It was a vintage Rob Ford who appeared at a City Hall press conference on Tuesday to answer allegations that he was asked to leave a military ball last month because organizers were concerned he was impaired.
He called the story in the Toronto Star an outright lie. He called the Star "pathological liars." He said he would go "head to head with the Toronto Star any time." He even challenged the Star to take him to court over the allegations, an odd suggestion given that it is usually the subject of a damaging allegation who sues the paper, not the other way around.
Fierce defiance is always the way when Mr. Ford meets with some allegation of misbehaviour. Fierce defiance and a dash of conspiracy theory.
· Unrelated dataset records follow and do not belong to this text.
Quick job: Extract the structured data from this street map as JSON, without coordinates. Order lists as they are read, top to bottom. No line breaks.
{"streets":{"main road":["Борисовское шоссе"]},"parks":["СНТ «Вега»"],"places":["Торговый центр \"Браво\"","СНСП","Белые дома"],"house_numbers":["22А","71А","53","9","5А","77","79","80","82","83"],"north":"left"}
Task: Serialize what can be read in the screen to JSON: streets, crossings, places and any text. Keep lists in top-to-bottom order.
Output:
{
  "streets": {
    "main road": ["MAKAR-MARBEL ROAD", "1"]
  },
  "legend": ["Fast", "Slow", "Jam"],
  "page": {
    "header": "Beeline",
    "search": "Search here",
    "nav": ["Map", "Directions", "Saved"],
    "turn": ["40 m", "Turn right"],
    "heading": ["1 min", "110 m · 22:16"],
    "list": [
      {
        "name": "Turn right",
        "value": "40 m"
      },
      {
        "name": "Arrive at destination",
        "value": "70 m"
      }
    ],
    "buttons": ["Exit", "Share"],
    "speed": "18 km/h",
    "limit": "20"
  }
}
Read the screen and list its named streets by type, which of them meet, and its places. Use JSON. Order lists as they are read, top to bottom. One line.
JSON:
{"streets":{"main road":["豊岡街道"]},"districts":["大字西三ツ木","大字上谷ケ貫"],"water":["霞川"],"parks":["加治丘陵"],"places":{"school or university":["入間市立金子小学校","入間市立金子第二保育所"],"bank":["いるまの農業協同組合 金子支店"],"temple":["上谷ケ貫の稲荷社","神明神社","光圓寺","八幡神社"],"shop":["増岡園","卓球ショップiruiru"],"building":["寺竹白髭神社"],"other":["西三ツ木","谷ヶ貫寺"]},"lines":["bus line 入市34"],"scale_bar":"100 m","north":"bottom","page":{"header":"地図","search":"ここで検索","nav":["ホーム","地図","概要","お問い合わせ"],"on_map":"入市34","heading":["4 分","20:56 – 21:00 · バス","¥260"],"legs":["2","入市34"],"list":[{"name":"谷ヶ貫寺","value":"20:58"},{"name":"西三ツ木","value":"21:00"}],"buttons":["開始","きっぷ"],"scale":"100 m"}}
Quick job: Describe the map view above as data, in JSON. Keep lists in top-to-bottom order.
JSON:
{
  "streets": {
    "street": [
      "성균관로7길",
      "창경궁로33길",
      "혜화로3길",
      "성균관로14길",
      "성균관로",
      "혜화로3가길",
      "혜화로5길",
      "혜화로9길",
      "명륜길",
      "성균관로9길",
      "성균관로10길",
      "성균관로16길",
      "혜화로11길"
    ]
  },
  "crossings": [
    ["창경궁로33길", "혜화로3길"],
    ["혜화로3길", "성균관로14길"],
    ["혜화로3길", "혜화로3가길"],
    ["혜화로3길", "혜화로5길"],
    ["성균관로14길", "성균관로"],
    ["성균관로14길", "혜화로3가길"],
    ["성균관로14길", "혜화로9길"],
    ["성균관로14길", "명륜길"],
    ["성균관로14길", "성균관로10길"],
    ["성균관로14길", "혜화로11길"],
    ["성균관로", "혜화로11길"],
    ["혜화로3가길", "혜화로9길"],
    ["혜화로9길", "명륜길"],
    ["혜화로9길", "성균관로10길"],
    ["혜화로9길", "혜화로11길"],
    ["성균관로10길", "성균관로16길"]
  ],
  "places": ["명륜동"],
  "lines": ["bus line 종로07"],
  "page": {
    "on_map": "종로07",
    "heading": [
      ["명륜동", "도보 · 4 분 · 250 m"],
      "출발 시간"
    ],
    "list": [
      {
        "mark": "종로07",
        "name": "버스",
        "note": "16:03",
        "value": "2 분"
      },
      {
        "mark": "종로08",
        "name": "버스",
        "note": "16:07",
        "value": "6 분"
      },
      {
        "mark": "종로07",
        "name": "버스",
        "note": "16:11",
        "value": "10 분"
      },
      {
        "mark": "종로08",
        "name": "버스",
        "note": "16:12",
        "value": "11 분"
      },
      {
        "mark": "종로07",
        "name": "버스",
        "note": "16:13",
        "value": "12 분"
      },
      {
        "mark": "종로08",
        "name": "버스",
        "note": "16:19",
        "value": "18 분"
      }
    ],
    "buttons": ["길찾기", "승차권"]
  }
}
After Tuesday's allegations, the mayor's brother, Doug, said the Star "is part of the same little group that's going after Rob."
In the mayor's way of seeing things, he is constantly beset by a cabal of hostile journalists and left-wing politicians who can't get over the fact that a suburban conservative like him took the mayor's chair in 2010.
Like any populist, he believes he has an almost mystical bond with the common people. "Let's just wait till the election is and then we'll see what happens," he said Tuesday.
He simply doesn't accept that the city's integrity commissioner or the Star or anyone in that "little group" has the right to scrutinize his actions. If they do, they must be out to get him. He is most comfortable with talk-radio guys who share his world view. His heroes, like Don Cherry and George Chuvalo, are rough-cut brawlers who sing his praises as he sings theirs.
One of the saddest parts of Tuesday's circus was the sight of the 75-year-old Mr. Chuvalo looking out at the crowd of media at City Hall, where he had come to accept the key to the city from an adoring Mr. Ford. He said he hadn't expected such a reception. The media, of course, had come to get Mr. Ford's reaction to the Star story. Mr. Chuvalo was the undercard. A different mayor would have met separately with the media to answer their questions and left the boxer out of the whole messy business. Instead, he berated reporters for upstaging the Chuvalo event: "It's about George Chuvalo today, guys. Have some respect."
This, of course, is the second allegation of mayoral misbehaviour in the past few weeks. Former candidate for mayor Sarah Thomson said that an "out of it" Mr. Ford groped her at another public event. He denies it as fiercely as he denies the Star story and other stories in the past.
In 2006, Mr. Ford denied it when a couple who sat near to him at an Air Canada Centre hockey game said he verbally abused them. "I wasn't even at the game, so someone's trying to do a real hatchet job on me, let me tell you," he told the Star at the time. He later reversed himself and admitted the incident, saying he had too much to drink.
He denied it when the Toronto Sun found out he had been busted in Florida in 1999 with a joint in his pocket, too. "I'm dead serious. When I say no, I mean never. No question, Now I'm getting offended. No means no," he told the Sun. Then, when confronted with evidence, he admitted to it, saying the incident "completely, totally slipped my mind."
Of course, that the mayor's denials have proved false in the past doesn't mean they are false this time. We have conflicting stories here and it's impossible to be sure what really happened. Some guests at the military ball say Mr. Ford seemed fine and some city councillors insist they have never seen Mr. Ford take a drink or appear drunk in public. But the only named source in the Star piece, Scarborough Councillor Paul Ainslie, was sticking to his story, insisting the mayor had been asked to leave the ball.
In the absence of proof either way, we are left – as we seem to be all too often in the Rob Ford era – with the mayor of Toronto under siege.